*** Block opens ***

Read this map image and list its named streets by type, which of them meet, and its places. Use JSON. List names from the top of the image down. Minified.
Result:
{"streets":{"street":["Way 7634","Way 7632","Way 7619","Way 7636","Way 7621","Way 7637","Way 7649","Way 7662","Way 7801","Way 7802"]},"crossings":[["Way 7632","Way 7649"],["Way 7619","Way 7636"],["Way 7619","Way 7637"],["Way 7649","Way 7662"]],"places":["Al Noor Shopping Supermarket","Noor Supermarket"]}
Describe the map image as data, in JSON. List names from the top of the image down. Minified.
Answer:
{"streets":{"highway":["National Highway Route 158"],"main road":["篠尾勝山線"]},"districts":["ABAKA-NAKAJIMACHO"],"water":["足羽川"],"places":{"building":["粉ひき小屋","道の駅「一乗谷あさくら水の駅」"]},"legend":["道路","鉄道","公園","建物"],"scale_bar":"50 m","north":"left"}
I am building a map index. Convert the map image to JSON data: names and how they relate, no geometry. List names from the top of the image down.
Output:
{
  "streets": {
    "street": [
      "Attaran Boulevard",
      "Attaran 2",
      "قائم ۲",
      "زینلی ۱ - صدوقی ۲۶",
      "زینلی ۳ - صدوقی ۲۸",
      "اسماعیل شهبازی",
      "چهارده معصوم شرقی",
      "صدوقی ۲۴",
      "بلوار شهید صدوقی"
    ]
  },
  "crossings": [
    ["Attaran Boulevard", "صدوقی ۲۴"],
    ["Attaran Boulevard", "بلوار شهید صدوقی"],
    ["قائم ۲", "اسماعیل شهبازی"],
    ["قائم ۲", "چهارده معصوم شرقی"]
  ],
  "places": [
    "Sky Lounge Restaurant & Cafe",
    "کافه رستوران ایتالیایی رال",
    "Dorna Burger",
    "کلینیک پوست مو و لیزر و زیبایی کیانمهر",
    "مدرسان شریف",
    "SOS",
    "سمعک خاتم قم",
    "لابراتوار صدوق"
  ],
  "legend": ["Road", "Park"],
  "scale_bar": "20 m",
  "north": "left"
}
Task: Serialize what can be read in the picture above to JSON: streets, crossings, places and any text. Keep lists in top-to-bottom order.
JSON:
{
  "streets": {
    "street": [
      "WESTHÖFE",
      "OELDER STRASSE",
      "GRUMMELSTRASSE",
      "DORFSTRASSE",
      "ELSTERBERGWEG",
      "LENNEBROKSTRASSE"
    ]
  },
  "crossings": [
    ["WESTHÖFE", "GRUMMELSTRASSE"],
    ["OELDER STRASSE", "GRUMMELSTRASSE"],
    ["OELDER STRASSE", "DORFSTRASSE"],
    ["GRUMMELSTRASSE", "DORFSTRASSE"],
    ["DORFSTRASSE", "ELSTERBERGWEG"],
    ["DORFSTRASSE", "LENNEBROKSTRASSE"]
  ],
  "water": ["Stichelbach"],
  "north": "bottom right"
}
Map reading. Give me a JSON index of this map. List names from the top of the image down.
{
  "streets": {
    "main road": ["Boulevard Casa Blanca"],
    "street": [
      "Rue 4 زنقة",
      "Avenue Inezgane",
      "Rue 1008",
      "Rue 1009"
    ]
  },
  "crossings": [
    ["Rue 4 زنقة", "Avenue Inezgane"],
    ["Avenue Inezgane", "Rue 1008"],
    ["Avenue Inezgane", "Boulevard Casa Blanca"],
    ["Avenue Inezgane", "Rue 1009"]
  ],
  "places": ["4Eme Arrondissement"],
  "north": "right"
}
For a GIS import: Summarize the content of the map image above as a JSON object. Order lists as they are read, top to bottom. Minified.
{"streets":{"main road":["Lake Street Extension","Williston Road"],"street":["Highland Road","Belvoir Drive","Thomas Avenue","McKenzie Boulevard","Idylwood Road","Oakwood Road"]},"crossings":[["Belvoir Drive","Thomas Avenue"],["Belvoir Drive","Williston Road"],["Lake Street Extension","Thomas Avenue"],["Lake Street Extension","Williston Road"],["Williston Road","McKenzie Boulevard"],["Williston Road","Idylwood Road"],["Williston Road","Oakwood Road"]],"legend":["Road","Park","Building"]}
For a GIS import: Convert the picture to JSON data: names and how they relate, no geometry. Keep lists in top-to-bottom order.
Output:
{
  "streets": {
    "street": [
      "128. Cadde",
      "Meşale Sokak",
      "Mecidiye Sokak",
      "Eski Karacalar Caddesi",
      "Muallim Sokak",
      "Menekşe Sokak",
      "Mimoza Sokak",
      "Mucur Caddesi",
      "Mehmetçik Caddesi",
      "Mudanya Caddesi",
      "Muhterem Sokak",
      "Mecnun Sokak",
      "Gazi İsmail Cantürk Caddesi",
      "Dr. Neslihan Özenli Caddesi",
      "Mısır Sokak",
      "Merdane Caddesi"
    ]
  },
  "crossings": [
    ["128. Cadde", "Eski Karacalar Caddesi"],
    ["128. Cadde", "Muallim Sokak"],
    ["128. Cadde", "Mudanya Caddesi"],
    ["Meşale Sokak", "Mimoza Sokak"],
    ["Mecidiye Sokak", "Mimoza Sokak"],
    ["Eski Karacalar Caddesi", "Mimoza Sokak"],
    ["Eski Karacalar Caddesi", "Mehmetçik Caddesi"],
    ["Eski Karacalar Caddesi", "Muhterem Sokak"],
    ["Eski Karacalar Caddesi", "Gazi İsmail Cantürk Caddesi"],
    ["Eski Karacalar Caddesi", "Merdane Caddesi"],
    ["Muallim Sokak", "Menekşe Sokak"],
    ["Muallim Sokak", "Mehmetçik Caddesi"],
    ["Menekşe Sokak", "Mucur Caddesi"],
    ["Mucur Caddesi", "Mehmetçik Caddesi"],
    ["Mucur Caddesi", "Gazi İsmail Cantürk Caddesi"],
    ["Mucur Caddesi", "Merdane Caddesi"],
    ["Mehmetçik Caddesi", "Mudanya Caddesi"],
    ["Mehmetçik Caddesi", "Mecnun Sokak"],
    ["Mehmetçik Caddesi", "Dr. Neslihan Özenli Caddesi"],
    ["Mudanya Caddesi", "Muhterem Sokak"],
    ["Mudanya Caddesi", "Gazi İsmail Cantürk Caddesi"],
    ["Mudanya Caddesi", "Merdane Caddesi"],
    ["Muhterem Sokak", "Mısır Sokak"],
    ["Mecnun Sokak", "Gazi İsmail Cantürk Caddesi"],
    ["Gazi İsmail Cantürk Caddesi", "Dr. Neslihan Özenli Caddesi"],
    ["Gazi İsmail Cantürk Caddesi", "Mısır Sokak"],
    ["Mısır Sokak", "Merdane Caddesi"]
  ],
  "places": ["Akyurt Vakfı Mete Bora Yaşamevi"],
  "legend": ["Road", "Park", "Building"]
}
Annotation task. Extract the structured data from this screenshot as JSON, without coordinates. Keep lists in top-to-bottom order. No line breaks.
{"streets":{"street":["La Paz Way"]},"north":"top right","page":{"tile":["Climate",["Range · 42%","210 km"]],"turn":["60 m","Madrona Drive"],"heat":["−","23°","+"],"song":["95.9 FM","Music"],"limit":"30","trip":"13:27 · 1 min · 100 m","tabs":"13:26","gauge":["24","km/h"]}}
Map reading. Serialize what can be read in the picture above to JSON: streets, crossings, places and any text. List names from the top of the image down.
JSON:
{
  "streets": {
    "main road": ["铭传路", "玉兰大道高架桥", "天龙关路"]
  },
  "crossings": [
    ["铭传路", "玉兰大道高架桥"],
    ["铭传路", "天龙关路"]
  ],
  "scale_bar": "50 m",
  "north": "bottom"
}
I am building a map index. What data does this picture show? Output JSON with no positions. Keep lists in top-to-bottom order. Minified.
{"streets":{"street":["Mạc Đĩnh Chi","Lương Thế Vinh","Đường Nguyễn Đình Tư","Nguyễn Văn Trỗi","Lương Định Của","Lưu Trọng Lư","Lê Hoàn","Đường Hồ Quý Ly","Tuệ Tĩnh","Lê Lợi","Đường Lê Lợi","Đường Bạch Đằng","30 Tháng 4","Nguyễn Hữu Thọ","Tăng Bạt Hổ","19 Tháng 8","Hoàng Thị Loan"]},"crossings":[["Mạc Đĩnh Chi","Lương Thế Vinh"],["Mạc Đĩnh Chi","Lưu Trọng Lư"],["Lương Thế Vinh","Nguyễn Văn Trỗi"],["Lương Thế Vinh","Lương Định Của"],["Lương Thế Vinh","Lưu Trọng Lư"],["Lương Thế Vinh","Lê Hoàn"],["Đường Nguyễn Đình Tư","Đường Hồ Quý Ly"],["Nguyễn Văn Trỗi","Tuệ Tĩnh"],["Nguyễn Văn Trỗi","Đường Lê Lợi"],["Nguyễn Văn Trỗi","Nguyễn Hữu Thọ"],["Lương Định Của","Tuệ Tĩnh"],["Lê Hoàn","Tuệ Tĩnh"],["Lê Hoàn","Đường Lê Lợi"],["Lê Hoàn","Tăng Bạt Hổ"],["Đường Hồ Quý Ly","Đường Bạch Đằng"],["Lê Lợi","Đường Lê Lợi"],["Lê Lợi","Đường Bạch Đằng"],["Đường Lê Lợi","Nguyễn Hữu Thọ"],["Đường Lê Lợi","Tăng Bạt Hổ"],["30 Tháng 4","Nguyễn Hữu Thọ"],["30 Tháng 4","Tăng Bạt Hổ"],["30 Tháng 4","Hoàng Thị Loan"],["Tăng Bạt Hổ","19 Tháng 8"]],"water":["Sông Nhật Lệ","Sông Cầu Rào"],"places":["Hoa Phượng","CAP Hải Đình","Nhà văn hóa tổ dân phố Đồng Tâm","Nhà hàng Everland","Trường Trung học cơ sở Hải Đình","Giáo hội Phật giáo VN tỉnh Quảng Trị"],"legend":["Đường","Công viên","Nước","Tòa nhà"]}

*** Block closes ***

Work required: Some lines of the data above may hold the word "relate"; report how many do, and nothing else.

Written answer: 2